Authored by spatel on Jun 6 2017, 6:43 AM.

Details

Summary

I was looking closer at the x86 test diffs in D33866, and the first change seems like it shouldn't happen in the first place. So this patch is trying to resolve that.

Using Agner's tables and AMD docs, vperm2f128 and vinsertf128 have identical timing for any given CPU model, so we should be able to interchange those without affecting perf. But as we can see in some of the diffs here, using vperm2f128 allows load folding, so we should take that opportunity to reduce code size and register pressure.

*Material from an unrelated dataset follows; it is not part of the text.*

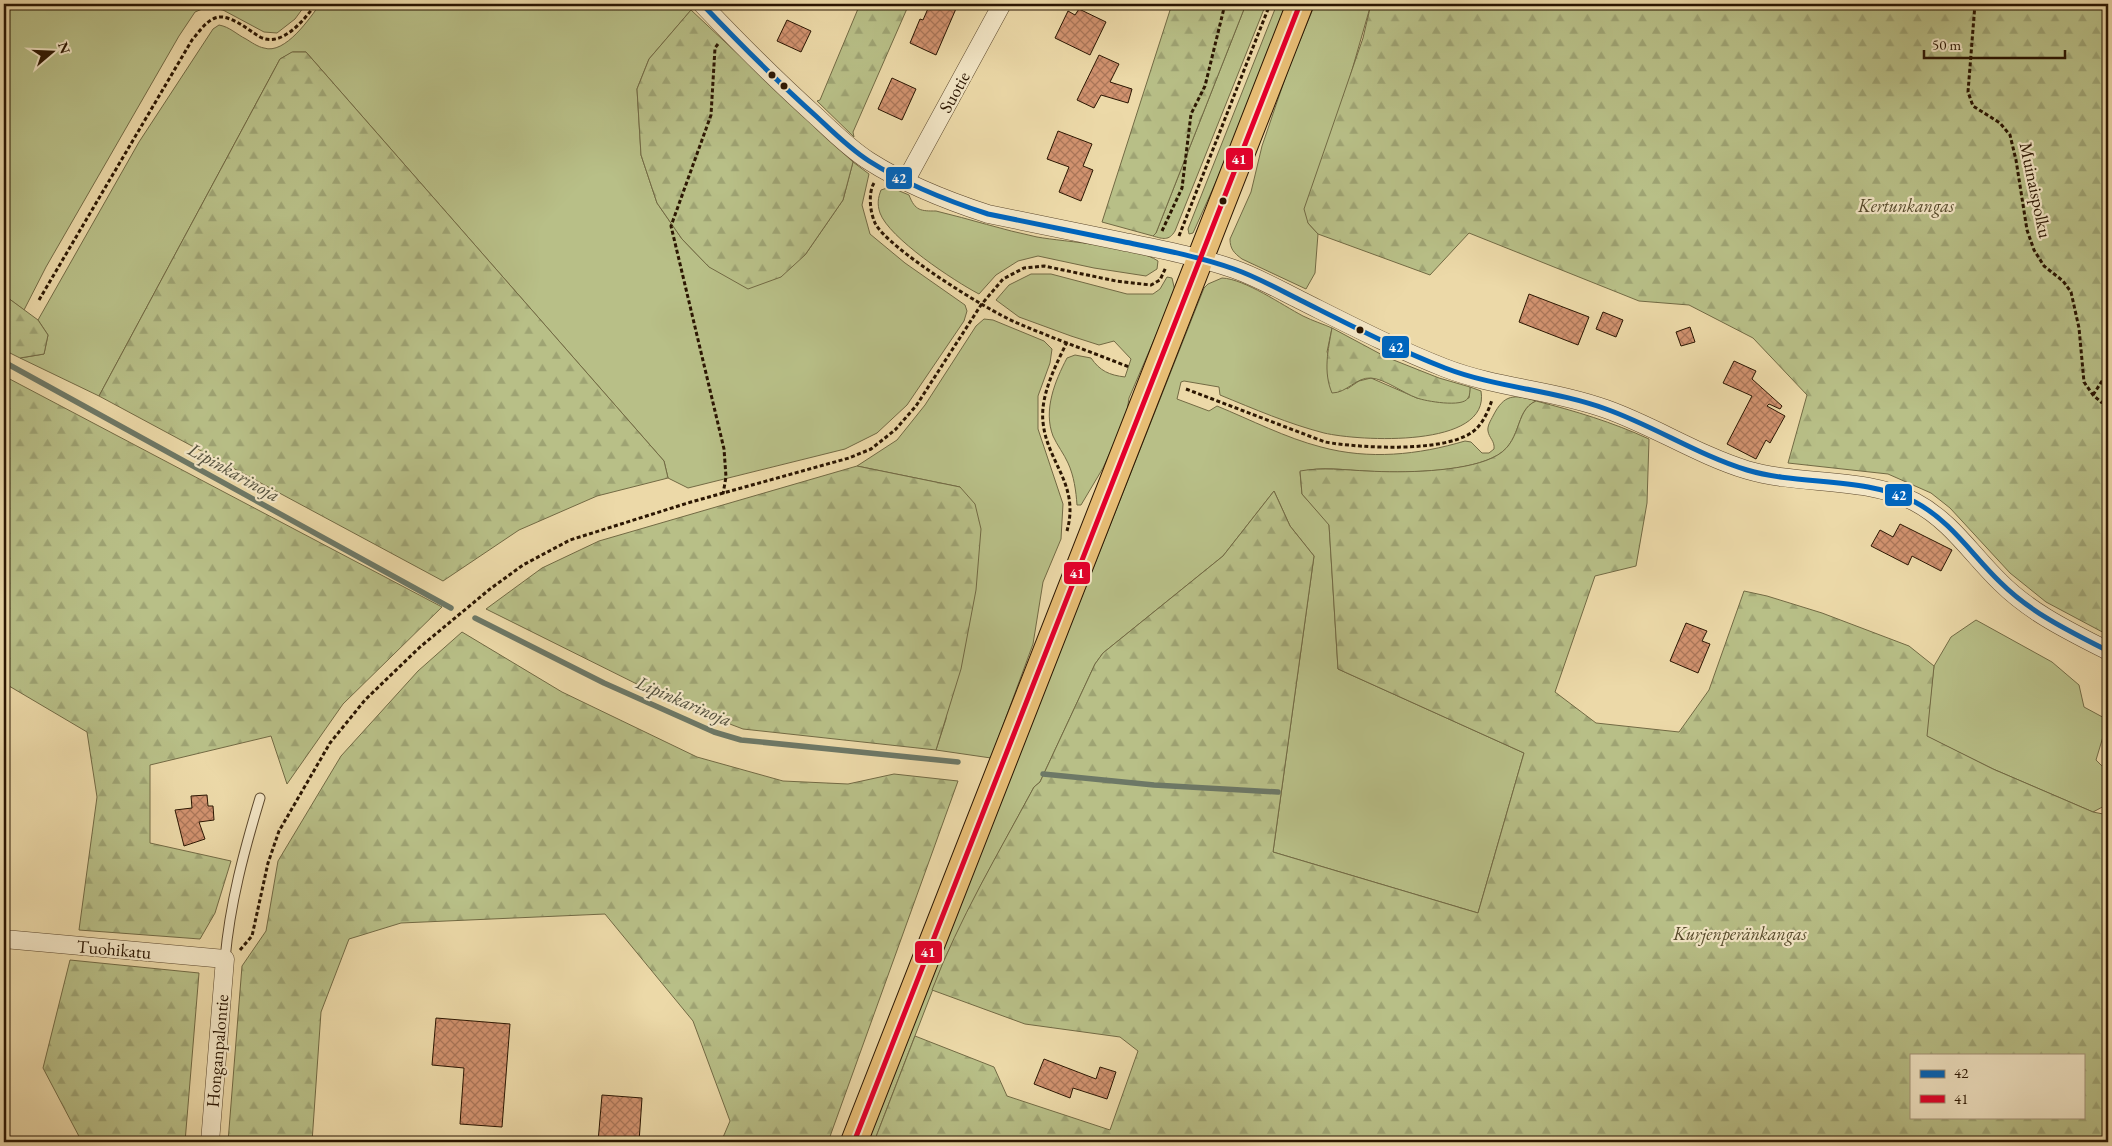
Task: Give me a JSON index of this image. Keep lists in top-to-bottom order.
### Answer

A secondary advantage is making AVX1 and AVX2 codegen more similar. Given that vperm2f128 was introduced with AVX1, we should be using it in all of the same situations that we would with AVX2. If there's some reason that an AVX1 CPU would not want to use this instruction, I think that should be fixed up in a later pass.

Diff Detail

Repository
rL LLVM

Event Timeline

spatel created this revision.Jun 6 2017, 6:43 AM
RKSimon added inline comments.Jun 6 2017, 7:14 AM
test/CodeGen/X86/avx-vperm2x128.ll
55 ↗(On Diff #101552)

I wonder what's preventing this from using VBROADCASTF128 ?

spatel added inline comments.Jun 6 2017, 7:24 AM
test/CodeGen/X86/avx-vperm2x128.ll
55 ↗(On Diff #101552)

I think it's just that we don't have the code to do the load shrinking + address offset. Ie, this is a 32-byte load even though we're only using half of it.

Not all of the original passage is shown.